Although high fuel prices will almost certainly drag on Allegiant's first-quarter earnings, the discount leisure carrier recently added six MD-80 aircraft to its fleet and is one of just two domestic airlines with more cash on hand than debt -- Southwest is the other.

Allegiant's market capitalization of about $500 million is small compared to Southwest's valuation of more than $9 billion. But, like Southwest, Allegiant employs a different business model that puts it in an advantageous position compared to other domestic airlines.

"Allegiant is one of the few airlines I have seen that has a long-term, viable business plan," said Darryl Jenkins, an airline researcher who is studying the profitability of domestic routes. "They kind of have their cost structure in line with what people will pay."

Allegiant is scheduled to report first-quarter earnings by the end of the month.

According to a recent forecast from Merrill Lynch, Allegiant and Southwest are the only two, free-standing domestic airlines expected to turn a profit in the quarter.

"Ultimately, airlines could be much smaller," the report said in regards to the industry as a whole. "And air travel presently could be peaking as a form of mass transportation."

Allegiant, which takes passengers from small cities around the country to Las Vegas, Florida and Arizona, has already reported a first-quarter traffic increase of nearly 57 percent with an 88 percent load factor, that's the percentage of full seats on a given flight.

"Not a lot of airlines can make that claim," said Robert Ashcroft, Allegiant's vice president of planning.

At the end of 2007, Allegiant had about $72 million in debt and $171 million in cash on hand. The surplus gave the company the ability to pay cash for six used MD-80s at a cost of about $5 million to $6 million each, including the costs to repaint, configure, inspect and perform maintenance to have the aircraft ready to fly in 2009 and 2010. Allegiant has 36 aircraft.

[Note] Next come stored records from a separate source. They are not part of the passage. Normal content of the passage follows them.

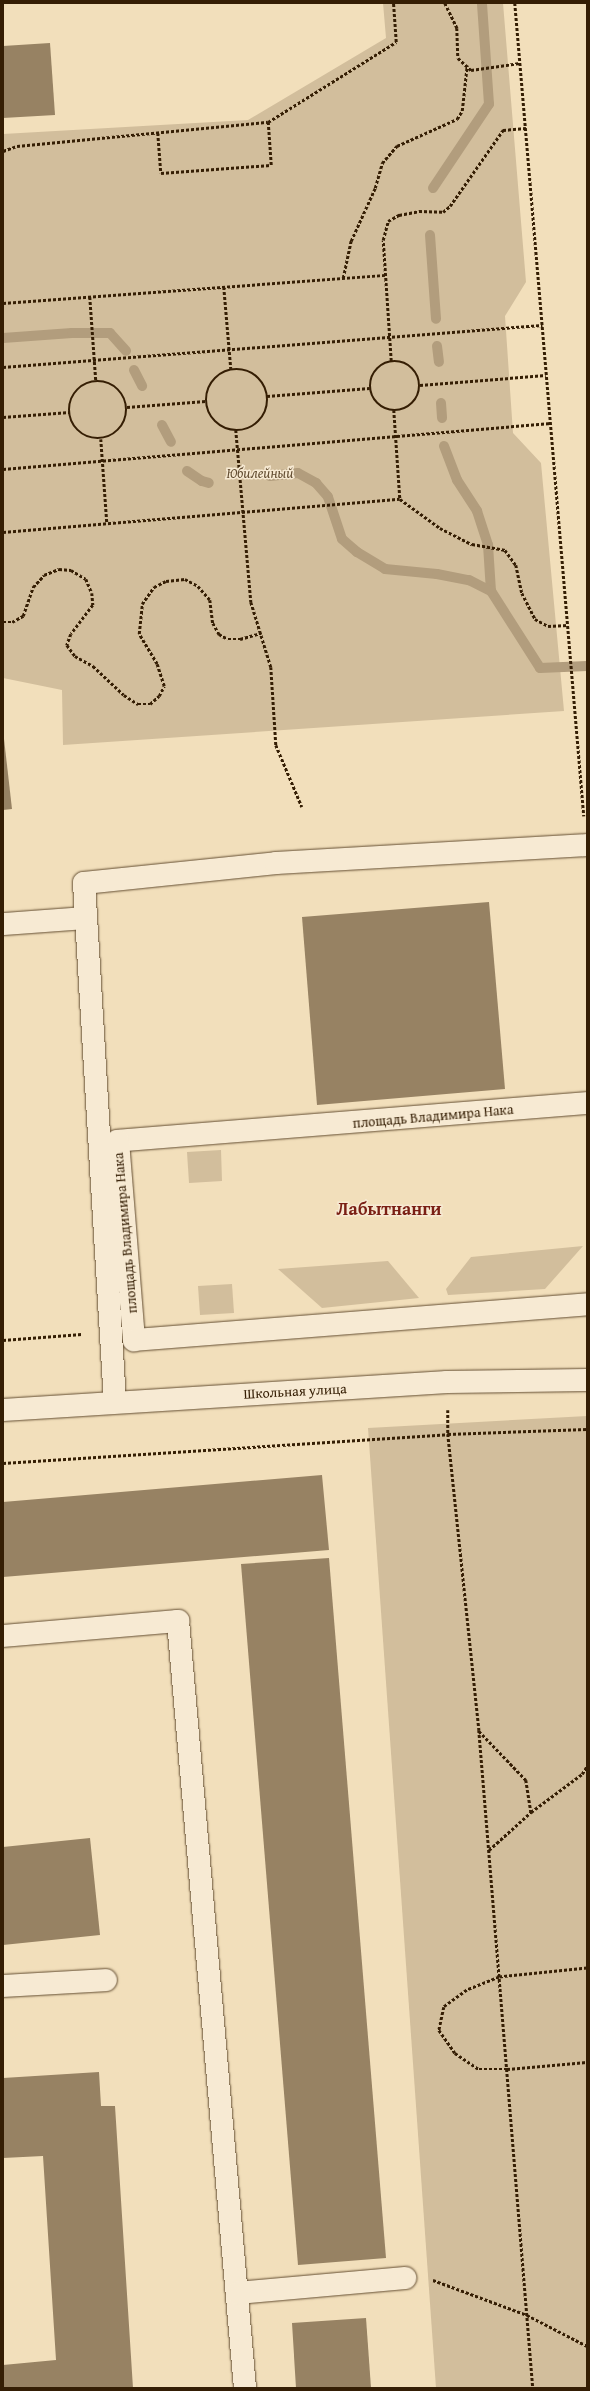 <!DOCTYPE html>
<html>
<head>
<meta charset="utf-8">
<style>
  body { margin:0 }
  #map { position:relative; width:590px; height:2391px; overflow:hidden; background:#f2dfbb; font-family:"Gentium Book Plus",serif }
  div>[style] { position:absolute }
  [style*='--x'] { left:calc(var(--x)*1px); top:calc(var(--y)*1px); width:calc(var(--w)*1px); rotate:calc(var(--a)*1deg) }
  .green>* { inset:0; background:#d2be9c }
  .stream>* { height:10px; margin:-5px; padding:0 5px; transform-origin:5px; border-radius:5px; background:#b29d7d }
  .building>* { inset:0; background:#978263 }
  .path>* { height:2.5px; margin-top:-1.25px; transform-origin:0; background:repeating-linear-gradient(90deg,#351e04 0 3px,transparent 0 5px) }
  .path>.ring { margin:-1.25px; padding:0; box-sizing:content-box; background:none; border:2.5px solid #351e04; border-radius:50% }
  .roads { filter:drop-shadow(0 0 1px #644e32) drop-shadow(0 0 1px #644e32) }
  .minor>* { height:22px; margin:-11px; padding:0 11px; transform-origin:11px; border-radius:11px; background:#f7ead3 }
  span { translate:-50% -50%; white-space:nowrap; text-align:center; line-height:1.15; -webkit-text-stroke:3px #f7ead3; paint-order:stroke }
  .park-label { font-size:14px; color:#644e32; font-style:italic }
  .street-label { font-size:14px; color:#351e04 }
  .district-label { font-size:18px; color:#7a1f14; font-weight:700 }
  .frame { position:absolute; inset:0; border:4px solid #351e04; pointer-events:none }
</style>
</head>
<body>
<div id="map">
  <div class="green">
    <i style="clip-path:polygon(383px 3px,503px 3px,526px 282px,505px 316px,513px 433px,541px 463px,564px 711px,63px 745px,62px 690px,3px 678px,3px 134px,248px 120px,386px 38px)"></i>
    <i style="clip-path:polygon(221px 1150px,222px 1181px,189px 1183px,187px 1152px)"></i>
    <i style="clip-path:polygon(583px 1246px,545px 1289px,448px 1295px,446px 1289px,471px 1257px)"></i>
    <i style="clip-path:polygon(388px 1261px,419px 1298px,322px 1308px,278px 1269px)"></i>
    <i style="clip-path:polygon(232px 1284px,234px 1313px,200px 1315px,198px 1286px)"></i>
    <i style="clip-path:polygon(587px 1416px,587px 2388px,436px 2388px,368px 1428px)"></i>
  </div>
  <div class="stream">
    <i style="--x:433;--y:188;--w:101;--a:-56.3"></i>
    <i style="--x:489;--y:104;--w:101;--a:-94"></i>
    <i style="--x:430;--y:235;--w:84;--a:85.9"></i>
    <i style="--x:3;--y:338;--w:69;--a:-4.1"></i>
    <i style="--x:72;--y:333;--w:38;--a:0"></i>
    <i style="--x:110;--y:333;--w:24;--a:48"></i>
    <i style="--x:437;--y:346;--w:16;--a:83"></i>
    <i style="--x:134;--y:370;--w:18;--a:63"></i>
    <i style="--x:441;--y:403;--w:15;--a:86"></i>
    <i style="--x:162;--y:425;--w:19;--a:62"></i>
    <i style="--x:444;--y:446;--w:36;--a:69"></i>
    <i style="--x:457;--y:480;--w:37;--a:57"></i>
    <i style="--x:477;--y:511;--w:36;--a:72"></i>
    <i style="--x:488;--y:545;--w:46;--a:86.3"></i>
    <i style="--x:491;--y:591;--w:91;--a:57.5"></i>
    <i style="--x:540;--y:668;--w:47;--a:-2.4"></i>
    <i style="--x:187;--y:471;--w:18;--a:34"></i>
    <i style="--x:202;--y:481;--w:7;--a:16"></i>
    <i style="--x:270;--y:476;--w:28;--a:-6"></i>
    <i style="--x:298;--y:473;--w:21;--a:29"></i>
    <i style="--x:316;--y:483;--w:18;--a:49"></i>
    <i style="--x:328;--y:497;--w:44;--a:71.6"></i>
    <i style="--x:342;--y:539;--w:20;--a:41"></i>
    <i style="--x:357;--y:552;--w:33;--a:31"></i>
    <i style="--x:385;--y:569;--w:52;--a:5.5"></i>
    <i style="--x:437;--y:574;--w:33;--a:11"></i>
    <i style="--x:469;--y:580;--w:25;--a:27"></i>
  </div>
  <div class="building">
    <i style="clip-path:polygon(50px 43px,55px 115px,3px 118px,3px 46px)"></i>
    <i style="clip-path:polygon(3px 730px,12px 809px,3px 810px)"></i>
    <i style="clip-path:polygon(489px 902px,505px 1089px,317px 1105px,302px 917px)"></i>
    <i style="clip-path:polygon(322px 1475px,329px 1550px,3px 1577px,3px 1502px)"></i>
    <i style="clip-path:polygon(329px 1558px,386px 2258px,298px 2265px,241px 1564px)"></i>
    <i style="clip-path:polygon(90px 1838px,100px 1935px,3px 1945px,3px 1847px)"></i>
    <i style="clip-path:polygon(99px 2072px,101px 2106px,115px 2106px,133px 2388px,3px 2388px,3px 2365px,56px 2360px,43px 2156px,3px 2158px,3px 2078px)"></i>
    <i style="clip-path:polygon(366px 2318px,371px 2388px,296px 2388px,292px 2323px)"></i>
  </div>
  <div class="path">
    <i style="--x:445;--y:3;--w:28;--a:64"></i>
    <i style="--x:457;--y:28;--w:30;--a:88"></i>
    <i style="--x:458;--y:58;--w:18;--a:43"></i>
    <i style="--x:471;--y:70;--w:49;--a:-8.1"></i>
    <i style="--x:515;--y:3;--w:816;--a:85.15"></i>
    <i style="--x:158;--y:133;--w:40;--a:85.7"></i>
    <i style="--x:161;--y:173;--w:110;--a:-4.2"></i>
    <i style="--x:271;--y:165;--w:43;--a:-94"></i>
    <i style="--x:3;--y:151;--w:15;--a:-20"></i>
    <i style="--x:17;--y:146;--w:252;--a:-5.5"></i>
    <i style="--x:268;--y:122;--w:151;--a:-32"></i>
    <i style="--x:396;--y:42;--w:39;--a:-94"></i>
    <i style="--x:343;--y:278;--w:38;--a:-78"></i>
    <i style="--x:351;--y:241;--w:58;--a:-65.6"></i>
    <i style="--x:375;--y:188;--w:26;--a:-74"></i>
    <i style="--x:382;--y:163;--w:23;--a:-49"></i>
    <i style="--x:397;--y:146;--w:66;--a:-24.2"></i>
    <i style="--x:457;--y:119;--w:9;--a:-58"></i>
    <i style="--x:462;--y:111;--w:46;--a:-83.8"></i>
    <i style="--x:224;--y:287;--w:82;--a:85.1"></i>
    <i style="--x:90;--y:297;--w:83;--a:85.9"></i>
    <i style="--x:3;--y:303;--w:384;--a:-4.2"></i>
    <i class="ring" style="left:370px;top:361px;width:47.5px;height:47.5px"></i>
    <i style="--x:391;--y:361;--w:121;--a:-93.8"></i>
    <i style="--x:383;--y:240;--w:20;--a:-75"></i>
    <i style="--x:388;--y:221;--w:13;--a:-29"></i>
    <i style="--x:399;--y:215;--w:20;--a:-11"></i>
    <i style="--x:419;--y:211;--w:24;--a:2"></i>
    <i style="--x:443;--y:212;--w:9;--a:-41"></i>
    <i style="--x:450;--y:206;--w:93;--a:-55.1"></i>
    <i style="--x:503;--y:130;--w:23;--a:-5"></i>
    <i style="--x:3;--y:367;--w:541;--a:-4.46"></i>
    <i class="ring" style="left:206px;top:369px;width:59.5px;height:59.5px"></i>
    <i class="ring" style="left:69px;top:381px;width:55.5px;height:55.5px"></i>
    <i style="--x:420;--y:385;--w:126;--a:-4.5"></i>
    <i style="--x:267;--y:396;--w:103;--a:-4.4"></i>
    <i style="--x:127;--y:407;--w:79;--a:-4.3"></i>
    <i style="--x:394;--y:410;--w:89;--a:86.1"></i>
    <i style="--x:400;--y:499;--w:49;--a:35.9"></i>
    <i style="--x:440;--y:528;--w:36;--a:27"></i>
    <i style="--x:472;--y:544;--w:34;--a:10"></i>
    <i style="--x:505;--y:550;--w:19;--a:54"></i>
    <i style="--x:516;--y:565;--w:29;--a:78"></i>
    <i style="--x:522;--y:593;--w:29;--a:63"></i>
    <i style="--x:535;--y:619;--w:15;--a:28"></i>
    <i style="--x:548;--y:626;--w:20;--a:-3"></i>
    <i style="--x:3;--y:417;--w:67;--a:-4.3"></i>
    <i style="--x:236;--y:430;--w:173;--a:85"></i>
    <i style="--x:251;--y:602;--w:68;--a:72.9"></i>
    <i style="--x:271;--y:667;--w:78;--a:86.3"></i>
    <i style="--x:276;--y:745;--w:67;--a:67.2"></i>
    <i style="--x:101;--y:439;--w:84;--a:85.9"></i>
    <i style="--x:3;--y:469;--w:550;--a:-4.8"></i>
    <i style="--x:3;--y:532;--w:398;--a:-4.8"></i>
    <i style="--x:3;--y:622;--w:9;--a:0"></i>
    <i style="--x:12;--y:622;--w:13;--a:-29"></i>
    <i style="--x:23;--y:616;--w:31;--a:-71"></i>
    <i style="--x:33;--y:587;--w:16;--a:-47"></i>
    <i style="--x:44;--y:575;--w:16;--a:-22"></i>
    <i style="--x:59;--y:569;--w:12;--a:5"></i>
    <i style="--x:71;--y:570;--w:17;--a:31"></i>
    <i style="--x:86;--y:579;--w:15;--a:67"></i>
    <i style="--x:92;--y:593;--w:12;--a:85"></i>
    <i style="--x:93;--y:605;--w:36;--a:127"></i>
    <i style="--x:71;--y:634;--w:12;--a:110"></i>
    <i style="--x:67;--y:645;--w:14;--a:54"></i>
    <i style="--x:75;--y:656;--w:21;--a:29"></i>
    <i style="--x:93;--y:666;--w:42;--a:43.1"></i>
    <i style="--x:124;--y:695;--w:17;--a:33"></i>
    <i style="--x:138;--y:704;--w:12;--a:0"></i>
    <i style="--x:150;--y:704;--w:12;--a:-42"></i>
    <i style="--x:159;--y:696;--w:11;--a:-63"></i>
    <i style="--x:164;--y:686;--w:23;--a:-108"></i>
    <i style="--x:157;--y:664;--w:35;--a:-121"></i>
    <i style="--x:139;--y:634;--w:30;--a:-84"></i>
    <i style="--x:142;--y:604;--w:21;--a:-55"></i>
    <i style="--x:154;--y:587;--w:13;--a:-27"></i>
    <i style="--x:166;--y:581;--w:19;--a:-6"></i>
    <i style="--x:185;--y:579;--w:15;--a:28"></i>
    <i style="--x:198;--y:586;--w:18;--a:49"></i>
    <i style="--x:210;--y:600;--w:23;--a:83"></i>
    <i style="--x:213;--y:623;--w:13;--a:61"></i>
    <i style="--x:219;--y:634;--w:10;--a:29"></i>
    <i style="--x:228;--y:639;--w:12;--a:0"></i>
    <i style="--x:240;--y:639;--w:22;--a:-16"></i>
    <i style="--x:3;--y:1340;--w:79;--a:-4.3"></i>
    <i style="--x:448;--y:1410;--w:24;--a:90"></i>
    <i style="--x:448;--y:1434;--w:298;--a:84"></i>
    <i style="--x:479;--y:1730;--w:660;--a:85.31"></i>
    <i style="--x:3;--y:1463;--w:446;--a:-3.7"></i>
    <i style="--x:448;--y:1434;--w:139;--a:-2.1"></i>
    <i style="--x:479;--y:1731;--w:68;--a:46.2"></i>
    <i style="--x:526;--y:1780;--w:32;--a:81"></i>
    <i style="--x:489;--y:1850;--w:57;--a:-42.1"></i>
    <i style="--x:531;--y:1812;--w:64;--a:-36.7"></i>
    <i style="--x:582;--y:1774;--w:9;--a:-58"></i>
    <i style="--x:587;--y:1968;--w:88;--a:174.2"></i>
    <i style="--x:499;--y:1977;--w:35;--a:158"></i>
    <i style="--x:467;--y:1990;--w:29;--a:144"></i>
    <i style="--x:444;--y:2007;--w:24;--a:102"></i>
    <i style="--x:439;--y:2030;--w:28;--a:55"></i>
    <i style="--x:455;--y:2053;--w:29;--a:34"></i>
    <i style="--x:479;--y:2069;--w:28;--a:0"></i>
    <i style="--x:507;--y:2069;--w:80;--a:-5"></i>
    <i style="--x:433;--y:2280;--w:100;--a:20.4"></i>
    <i style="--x:527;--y:2315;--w:68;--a:27.3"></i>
  </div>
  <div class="roads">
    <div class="minor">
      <i style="--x:3;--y:924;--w:82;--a:-4.2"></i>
      <i style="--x:587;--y:1103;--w:471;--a:175.4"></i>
      <i style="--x:118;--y:1141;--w:200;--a:85.4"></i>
      <i style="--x:134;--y:1340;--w:454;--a:-4.5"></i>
      <i style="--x:115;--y:1402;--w:520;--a:-93.42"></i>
      <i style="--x:84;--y:883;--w:193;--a:-5.9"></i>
      <i style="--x:276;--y:863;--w:312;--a:-3.3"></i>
      <i style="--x:3;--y:1410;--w:445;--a:-3.6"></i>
      <i style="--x:447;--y:1382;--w:140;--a:-0.8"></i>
      <i style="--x:3;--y:1636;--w:176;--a:-4.9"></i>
      <i style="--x:178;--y:1621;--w:770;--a:85.01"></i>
      <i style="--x:3;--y:1986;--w:103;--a:-3.3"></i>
      <i style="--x:237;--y:2293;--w:169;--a:-5.1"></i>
    </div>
  </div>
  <div class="park-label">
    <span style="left:260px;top:473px">Юбилейный</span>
  </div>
  <div class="street-label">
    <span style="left:433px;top:1116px;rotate:-5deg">площадь Владимира Нака</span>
    <span style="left:125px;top:1233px;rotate:-95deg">площадь Владимира Нака</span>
    <span style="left:295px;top:1391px;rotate:-3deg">Школьная улица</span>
  </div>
  <div class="district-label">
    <span style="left:389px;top:1209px">Лабытнанги</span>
  </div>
  <div class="frame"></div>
</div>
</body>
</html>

Despite the rosy numbers, the airline's stock continues to hover around $25 per share. That's much closer to the 52-week low of $19.97 than the 52-week high of $38.74.

There are a number reasons why investors would steer clear of airlines, including Allegiant.

For starters, fuel prices are up about 60 percent during the past 12 months. The price significantly raises the cost of doing business for airlines. But a national recession also has Americans feeling poorer, which makes fare increases difficult to swallow.

Allegiant is sensitive to rising fuel costs because it flies comparatively inefficient MD-80 aircraft, which use 25 to 35 percent more fuel than the stingiest midsize jets.

Late last year, company officials decided to cut long-haul routes between Las Vegas and Gulfport-Biloxi, Miss.; Huntsville, Ala.; Springfield and Champaign, Ill.; and Lansing, Mich.

The decision helped the airline trim the average length of flights during the first quarter more than 2 percent compared with last year. Shorter routes help airlines offset the cost of fuel in the same way the owner of a gasoline-guzzling sport utility vehicle benefits from a short commute to work.

In addition to coping with high fuel costs, Allegiant operates an entire fleet of MD-80 aircraft, the type of jet American Airlines recently grounded to comply with a directive from the Federal Aviation Administration to reinspect ties that secure wiring.

Officials are wary of talking about the grounding because tensions are high between airlines and regulators. Both groups have been criticized by Congress.

There's talk that the FAA is cracking down rigidly on airlines after revelations of inspection lapses at Southwest raised questions in Congress about how well regulators are overseeing the airline industry.

But officials at Allegiant, and other carriers, are reluctant to discuss the relationship between regulators and airlines for fear of exacerbating the situation.

"We have to be very careful," Ashcroft said.

So far Allegiant hasn't had to ground any of its flights.

Allegiant's leisure focus, however, means its aircraft are in the air less than others, which would give it flexibility to comply with requests from the FAA without disrupting flights.

A typical Allegiant aircraft flies six to seven hours per day compared to other airlines that may be in the air 11 to 13 hours per day.